Supply Chain by the Numbers: Week of June 26 , 2009
 

-June 26, 2009

   
 

This Week's Supply Chain by the Numbers - Procurement Spending, Trucking Jobs, VF Corporation, Bertin

   
 

The Supply Chain and Logistics Numbers Worth Knowing This Week: Siemens Embraces Centralized Spend, Truck Drivers Out of Work, Denim Collaboration, World Bank Beefs Up Deforestation Consequences

   
 
 
 

60%

The increase in total procurement spending that industrial giant Siemens will now manage on a centralized basis, as the company hopes to counter rough seas for its top line with aggressive cost cutting.

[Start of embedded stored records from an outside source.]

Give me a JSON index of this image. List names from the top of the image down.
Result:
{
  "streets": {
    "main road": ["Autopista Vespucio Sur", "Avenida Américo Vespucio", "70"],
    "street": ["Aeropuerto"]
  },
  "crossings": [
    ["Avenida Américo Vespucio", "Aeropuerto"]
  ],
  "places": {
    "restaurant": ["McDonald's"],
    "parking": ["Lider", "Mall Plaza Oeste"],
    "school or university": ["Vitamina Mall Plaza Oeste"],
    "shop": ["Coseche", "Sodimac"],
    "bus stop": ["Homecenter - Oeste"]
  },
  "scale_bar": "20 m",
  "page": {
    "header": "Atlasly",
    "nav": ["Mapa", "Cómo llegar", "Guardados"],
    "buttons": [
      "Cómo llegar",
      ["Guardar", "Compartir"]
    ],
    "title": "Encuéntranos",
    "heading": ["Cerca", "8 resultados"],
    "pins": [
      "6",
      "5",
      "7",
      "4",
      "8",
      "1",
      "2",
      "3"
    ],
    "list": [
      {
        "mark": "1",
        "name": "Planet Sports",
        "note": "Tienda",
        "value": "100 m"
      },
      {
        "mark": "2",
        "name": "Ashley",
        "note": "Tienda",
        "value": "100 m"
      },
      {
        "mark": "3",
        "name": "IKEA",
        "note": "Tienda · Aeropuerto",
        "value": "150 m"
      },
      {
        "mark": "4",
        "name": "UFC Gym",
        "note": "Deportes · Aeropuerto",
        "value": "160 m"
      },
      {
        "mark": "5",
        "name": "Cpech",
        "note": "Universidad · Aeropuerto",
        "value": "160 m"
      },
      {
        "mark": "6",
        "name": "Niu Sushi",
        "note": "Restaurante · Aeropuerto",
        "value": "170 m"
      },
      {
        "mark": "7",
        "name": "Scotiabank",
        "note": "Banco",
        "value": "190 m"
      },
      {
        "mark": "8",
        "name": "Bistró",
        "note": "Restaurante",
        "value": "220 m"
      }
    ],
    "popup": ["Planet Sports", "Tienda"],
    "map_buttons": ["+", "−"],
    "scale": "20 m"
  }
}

It is planning to move from 29% centralized spend currently to 47% by the end of 2010, reducing the prices it pays from suppliers in the process.

 
 



 

121,000

The estimated number of jobs lost in the trucking industry; the vast majority of them truck drivers in the first five months of 2009. That represents an amazing 8.7% of the total US jobs lost in 2009, and presages potential driver shortages again when the economy recovers.

 
 
100%

The amount of the denim fabric output that blue jeans giant VF Corp. takes from a re-opened textile plant in Liberty, SC, in an unusual relationship in which VF closely collaborates with the privately owned mill, as most other US denim textile makers have closed this decade. By using the mill and a few other US sources, VF avoids high duties when it imports finished product back from offshore producers.

 
 
 
 
$30 million

The remaining line of credit that was just canceled by the World Bank for Brazilian meat producer Bertin, which is among the companies cited in recent investigations regarding illegal deforestation in the Brazilian rain forests. A Greenpeace report says Bertin and other companies supply beef to several well known Western companies such as Tesco, in yet another complex sustainable supply chain scenario.